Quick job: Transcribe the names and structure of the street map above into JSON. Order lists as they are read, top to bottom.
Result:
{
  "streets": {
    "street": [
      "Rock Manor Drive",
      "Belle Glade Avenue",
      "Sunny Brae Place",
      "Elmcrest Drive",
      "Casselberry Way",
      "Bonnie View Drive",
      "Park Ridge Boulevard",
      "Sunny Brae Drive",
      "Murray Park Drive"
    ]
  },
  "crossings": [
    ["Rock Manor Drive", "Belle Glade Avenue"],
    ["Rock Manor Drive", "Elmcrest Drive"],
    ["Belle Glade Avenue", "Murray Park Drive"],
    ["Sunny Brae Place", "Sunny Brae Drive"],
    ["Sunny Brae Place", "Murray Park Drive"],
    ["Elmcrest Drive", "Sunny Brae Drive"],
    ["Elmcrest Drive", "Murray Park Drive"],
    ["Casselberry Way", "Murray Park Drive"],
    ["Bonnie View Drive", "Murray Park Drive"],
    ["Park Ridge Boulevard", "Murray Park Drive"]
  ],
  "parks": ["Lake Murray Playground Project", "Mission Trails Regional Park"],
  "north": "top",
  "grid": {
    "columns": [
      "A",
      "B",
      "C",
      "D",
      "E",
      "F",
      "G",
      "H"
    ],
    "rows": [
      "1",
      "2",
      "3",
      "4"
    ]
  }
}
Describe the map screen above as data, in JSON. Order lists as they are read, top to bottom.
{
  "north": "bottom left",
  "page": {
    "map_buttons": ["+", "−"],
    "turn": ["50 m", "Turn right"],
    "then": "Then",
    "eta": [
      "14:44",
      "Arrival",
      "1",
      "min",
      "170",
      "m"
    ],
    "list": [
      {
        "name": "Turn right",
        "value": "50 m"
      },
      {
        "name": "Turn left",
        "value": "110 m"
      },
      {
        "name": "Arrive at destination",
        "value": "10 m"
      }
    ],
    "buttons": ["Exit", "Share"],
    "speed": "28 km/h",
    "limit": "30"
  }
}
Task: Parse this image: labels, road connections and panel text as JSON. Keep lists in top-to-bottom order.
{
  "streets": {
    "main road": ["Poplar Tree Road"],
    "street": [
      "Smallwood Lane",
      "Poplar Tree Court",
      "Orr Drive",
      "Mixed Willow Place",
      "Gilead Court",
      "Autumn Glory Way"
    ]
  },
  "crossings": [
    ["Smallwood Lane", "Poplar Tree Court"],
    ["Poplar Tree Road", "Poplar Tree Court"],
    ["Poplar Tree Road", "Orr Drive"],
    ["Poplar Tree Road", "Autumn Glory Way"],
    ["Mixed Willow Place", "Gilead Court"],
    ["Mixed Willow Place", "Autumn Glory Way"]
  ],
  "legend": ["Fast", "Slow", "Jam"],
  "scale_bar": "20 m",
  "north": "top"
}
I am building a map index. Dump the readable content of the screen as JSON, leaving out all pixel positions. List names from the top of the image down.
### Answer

**********

Your goal >>
The only output should be the lines from the one containing "I am building" through the final line of the material above, copied exactly.

Exercise output >>
I am building a map index. Dump the readable content of the screen as JSON, leaving out all pixel positions. List names from the top of the image down.
### Answer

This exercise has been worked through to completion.